TASK DETAILS -
Copy the lines of the entries exactly, from the opening one to the one holding "display:flex; align-items:center; gap:14px;", and leave out everything after.
# # # #
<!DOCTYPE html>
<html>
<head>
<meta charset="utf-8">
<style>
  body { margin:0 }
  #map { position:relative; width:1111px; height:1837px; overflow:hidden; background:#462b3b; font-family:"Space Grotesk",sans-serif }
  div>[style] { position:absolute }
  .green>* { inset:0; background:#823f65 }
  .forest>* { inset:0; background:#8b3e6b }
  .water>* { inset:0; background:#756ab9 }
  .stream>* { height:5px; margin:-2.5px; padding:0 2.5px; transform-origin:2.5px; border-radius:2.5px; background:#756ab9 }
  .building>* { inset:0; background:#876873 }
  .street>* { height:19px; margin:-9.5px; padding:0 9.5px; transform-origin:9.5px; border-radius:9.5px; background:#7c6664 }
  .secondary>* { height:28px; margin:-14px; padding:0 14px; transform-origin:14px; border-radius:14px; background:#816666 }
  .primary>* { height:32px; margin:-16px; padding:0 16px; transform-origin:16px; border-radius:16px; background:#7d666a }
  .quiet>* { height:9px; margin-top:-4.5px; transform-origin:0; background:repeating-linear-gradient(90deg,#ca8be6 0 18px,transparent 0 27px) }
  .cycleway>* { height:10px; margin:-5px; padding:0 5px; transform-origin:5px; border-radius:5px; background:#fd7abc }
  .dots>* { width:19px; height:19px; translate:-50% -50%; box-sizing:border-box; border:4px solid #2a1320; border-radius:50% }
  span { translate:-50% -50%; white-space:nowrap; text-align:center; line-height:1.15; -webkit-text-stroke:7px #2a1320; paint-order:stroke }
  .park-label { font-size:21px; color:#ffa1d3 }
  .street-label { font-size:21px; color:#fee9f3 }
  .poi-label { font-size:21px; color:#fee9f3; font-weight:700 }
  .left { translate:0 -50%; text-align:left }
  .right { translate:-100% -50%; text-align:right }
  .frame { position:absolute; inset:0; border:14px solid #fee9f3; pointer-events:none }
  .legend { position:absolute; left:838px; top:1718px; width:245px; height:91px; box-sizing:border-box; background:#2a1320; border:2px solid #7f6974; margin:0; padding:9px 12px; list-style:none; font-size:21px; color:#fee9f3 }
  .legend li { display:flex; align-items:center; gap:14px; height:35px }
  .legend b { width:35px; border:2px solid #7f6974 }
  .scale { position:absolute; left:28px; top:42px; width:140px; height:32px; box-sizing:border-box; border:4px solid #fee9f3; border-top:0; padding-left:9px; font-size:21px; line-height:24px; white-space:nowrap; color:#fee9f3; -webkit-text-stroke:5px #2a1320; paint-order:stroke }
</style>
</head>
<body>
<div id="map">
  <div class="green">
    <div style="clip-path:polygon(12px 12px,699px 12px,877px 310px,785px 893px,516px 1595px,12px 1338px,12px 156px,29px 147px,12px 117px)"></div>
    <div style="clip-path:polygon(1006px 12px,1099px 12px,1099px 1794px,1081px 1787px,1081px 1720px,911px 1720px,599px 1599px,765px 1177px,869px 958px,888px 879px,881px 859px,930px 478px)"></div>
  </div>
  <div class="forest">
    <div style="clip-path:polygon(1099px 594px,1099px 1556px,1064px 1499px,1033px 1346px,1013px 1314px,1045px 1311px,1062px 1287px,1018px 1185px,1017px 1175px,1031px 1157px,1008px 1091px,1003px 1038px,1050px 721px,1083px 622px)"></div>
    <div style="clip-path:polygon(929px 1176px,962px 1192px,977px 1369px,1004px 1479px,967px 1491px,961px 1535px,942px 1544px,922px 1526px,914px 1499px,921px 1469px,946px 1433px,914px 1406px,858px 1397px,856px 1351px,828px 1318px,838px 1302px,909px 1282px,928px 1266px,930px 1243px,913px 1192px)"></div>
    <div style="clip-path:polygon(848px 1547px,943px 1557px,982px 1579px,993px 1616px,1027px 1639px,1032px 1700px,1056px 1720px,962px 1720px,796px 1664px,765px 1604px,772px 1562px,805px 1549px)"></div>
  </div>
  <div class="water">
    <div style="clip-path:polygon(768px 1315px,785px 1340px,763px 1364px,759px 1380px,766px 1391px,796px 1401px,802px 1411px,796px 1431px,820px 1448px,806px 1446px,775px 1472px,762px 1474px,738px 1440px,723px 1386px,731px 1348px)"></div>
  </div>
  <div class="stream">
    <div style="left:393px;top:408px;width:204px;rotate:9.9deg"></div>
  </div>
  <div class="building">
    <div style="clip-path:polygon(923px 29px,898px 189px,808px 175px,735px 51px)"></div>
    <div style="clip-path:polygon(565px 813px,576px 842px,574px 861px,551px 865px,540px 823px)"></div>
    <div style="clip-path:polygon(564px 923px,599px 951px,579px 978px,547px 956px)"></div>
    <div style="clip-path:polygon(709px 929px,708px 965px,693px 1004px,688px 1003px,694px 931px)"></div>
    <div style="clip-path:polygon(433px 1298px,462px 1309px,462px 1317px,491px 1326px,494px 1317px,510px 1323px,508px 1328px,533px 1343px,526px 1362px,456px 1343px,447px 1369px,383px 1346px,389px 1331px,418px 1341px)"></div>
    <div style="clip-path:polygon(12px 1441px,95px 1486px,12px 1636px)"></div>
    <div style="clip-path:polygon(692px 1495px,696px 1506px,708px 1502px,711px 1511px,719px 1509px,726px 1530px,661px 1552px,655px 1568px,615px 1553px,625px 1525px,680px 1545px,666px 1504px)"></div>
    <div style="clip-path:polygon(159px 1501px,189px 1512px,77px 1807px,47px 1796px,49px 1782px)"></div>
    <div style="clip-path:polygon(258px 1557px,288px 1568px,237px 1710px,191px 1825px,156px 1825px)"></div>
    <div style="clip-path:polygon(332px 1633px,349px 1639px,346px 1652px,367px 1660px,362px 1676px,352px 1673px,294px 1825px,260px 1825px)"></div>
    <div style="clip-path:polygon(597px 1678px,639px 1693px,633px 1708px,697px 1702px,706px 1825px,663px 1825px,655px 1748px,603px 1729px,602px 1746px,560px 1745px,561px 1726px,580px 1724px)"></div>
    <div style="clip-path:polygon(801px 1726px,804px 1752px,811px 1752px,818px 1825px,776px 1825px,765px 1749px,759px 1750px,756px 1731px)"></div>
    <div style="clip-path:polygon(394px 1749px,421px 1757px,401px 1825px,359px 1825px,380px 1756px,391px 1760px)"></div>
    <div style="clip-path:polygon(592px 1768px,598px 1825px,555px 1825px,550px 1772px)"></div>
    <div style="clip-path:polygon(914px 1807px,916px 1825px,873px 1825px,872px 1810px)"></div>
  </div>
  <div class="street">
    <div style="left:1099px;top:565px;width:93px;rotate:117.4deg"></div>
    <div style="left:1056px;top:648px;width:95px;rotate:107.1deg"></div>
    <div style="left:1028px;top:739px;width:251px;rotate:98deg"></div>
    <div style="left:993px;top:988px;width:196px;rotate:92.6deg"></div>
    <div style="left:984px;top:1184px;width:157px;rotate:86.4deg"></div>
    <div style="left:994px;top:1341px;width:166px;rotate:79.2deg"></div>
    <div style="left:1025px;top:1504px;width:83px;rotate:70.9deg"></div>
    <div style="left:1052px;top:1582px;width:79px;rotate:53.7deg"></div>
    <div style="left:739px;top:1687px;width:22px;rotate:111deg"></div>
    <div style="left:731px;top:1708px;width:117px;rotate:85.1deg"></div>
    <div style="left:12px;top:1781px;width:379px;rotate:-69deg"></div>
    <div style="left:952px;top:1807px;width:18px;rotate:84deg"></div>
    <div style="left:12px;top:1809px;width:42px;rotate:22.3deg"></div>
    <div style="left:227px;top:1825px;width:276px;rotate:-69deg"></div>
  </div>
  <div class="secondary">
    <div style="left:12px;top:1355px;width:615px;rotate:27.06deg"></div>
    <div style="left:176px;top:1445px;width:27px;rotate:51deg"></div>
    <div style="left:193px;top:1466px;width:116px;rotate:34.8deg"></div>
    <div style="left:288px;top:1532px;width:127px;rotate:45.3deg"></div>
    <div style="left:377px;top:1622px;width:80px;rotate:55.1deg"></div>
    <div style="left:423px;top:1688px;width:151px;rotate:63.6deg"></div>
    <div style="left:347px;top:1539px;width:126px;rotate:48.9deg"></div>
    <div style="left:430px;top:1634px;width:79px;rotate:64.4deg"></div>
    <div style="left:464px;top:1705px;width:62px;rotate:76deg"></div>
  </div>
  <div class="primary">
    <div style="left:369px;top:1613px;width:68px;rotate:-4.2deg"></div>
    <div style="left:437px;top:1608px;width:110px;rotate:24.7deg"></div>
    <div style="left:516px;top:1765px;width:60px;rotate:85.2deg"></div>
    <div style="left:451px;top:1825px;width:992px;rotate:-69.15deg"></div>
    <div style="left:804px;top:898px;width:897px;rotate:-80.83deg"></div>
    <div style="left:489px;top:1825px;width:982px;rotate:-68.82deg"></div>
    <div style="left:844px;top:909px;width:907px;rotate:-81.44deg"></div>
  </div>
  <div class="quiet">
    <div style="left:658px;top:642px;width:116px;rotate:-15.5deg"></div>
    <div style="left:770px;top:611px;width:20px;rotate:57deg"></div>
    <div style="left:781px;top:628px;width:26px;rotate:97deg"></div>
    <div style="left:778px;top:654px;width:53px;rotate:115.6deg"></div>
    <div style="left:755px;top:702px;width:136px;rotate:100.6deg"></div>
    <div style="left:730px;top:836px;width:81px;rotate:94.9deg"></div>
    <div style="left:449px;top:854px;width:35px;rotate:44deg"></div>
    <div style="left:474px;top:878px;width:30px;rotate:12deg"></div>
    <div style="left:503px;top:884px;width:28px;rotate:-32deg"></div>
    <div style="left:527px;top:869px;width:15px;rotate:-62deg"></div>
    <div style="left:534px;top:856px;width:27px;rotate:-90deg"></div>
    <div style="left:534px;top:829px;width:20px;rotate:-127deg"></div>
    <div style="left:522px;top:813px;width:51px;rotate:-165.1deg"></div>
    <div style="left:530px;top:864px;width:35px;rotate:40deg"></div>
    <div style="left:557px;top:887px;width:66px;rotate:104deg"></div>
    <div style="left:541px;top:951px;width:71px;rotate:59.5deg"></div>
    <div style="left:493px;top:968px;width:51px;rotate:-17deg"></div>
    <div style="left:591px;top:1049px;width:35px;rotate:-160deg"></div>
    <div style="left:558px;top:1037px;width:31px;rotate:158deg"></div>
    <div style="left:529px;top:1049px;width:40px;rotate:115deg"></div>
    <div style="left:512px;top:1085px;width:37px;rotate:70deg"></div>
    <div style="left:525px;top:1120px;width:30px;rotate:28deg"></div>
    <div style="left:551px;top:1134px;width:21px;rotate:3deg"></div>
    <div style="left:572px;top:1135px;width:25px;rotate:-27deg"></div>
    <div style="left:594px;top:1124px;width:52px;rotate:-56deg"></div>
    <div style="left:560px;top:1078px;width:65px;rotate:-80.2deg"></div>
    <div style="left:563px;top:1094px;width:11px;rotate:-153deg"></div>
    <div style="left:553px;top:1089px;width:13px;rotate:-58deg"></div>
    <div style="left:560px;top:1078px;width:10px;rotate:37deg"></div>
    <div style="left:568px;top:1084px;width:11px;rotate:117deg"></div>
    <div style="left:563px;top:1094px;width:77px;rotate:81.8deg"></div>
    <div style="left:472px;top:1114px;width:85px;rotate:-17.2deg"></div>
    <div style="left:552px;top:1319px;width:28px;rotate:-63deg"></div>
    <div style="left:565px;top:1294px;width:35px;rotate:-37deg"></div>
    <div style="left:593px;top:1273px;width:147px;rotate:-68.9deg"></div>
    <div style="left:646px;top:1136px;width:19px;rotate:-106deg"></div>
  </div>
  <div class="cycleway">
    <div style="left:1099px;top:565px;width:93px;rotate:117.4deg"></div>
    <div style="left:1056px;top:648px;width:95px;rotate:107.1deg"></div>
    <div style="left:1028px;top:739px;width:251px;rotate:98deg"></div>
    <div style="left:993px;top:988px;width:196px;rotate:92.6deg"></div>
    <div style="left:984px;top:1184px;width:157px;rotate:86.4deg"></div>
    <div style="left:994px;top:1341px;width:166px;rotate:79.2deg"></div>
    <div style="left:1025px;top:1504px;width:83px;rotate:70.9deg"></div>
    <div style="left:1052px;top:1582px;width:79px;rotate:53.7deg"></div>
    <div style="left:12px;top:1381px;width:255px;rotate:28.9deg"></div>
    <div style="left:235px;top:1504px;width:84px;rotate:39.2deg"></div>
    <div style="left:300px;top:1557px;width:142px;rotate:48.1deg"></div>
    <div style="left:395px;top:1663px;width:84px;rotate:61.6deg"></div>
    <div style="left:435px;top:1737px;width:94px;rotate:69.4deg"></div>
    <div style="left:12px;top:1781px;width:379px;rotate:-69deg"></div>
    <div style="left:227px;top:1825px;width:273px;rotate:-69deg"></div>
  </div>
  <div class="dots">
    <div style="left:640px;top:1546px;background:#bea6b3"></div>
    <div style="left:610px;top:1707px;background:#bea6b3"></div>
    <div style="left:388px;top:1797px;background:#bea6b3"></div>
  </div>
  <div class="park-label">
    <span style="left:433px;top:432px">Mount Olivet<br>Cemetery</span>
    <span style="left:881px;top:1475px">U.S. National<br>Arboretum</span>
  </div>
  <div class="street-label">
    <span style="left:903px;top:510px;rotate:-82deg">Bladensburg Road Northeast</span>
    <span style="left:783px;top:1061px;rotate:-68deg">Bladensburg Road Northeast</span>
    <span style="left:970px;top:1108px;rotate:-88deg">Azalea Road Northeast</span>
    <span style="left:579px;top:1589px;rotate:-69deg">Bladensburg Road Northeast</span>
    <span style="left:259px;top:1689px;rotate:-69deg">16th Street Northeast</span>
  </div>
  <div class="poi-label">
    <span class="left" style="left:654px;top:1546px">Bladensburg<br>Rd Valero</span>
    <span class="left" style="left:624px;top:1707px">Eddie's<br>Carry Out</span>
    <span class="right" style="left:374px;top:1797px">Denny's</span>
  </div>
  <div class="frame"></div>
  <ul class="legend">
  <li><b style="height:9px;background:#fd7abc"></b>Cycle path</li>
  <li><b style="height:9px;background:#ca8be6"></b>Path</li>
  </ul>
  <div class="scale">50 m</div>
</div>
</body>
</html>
# # # #
RESPONSE BOX -
<!DOCTYPE html>
<html>
<head>
<meta charset="utf-8">
<style>
  body { margin:0 }
  #map { position:relative; width:1111px; height:1837px; overflow:hidden; background:#462b3b; font-family:"Space Grotesk",sans-serif }
  div>[style] { position:absolute }
  .green>* { inset:0; background:#823f65 }
  .forest>* { inset:0; background:#8b3e6b }
  .water>* { inset:0; background:#756ab9 }
  .stream>* { height:5px; margin:-2.5px; padding:0 2.5px; transform-origin:2.5px; border-radius:2.5px; background:#756ab9 }
  .building>* { inset:0; background:#876873 }
  .street>* { height:19px; margin:-9.5px; padding:0 9.5px; transform-origin:9.5px; border-radius:9.5px; background:#7c6664 }
  .secondary>* { height:28px; margin:-14px; padding:0 14px; transform-origin:14px; border-radius:14px; background:#816666 }
  .primary>* { height:32px; margin:-16px; padding:0 16px; transform-origin:16px; border-radius:16px; background:#7d666a }
  .quiet>* { height:9px; margin-top:-4.5px; transform-origin:0; background:repeating-linear-gradient(90deg,#ca8be6 0 18px,transparent 0 27px) }
  .cycleway>* { height:10px; margin:-5px; padding:0 5px; transform-origin:5px; border-radius:5px; background:#fd7abc }
  .dots>* { width:19px; height:19px; translate:-50% -50%; box-sizing:border-box; border:4px solid #2a1320; border-radius:50% }
  span { translate:-50% -50%; white-space:nowrap; text-align:center; line-height:1.15; -webkit-text-stroke:7px #2a1320; paint-order:stroke }
  .park-label { font-size:21px; color:#ffa1d3 }
  .street-label { font-size:21px; color:#fee9f3 }
  .poi-label { font-size:21px; color:#fee9f3; font-weight:700 }
  .left { translate:0 -50%; text-align:left }
  .right { translate:-100% -50%; text-align:right }
  .frame { position:absolute; inset:0; border:14px solid #fee9f3; pointer-events:none }
  .legend { position:absolute; left:838px; top:1718px; width:245px; height:91px; box-sizing:border-box; background:#2a1320; border:2px solid #7f6974; margin:0; padding:9px 12px; list-style:none; font-size:21px; color:#fee9f3 }
  .legend li { display:flex; align-items:center; gap:14px; height:35px }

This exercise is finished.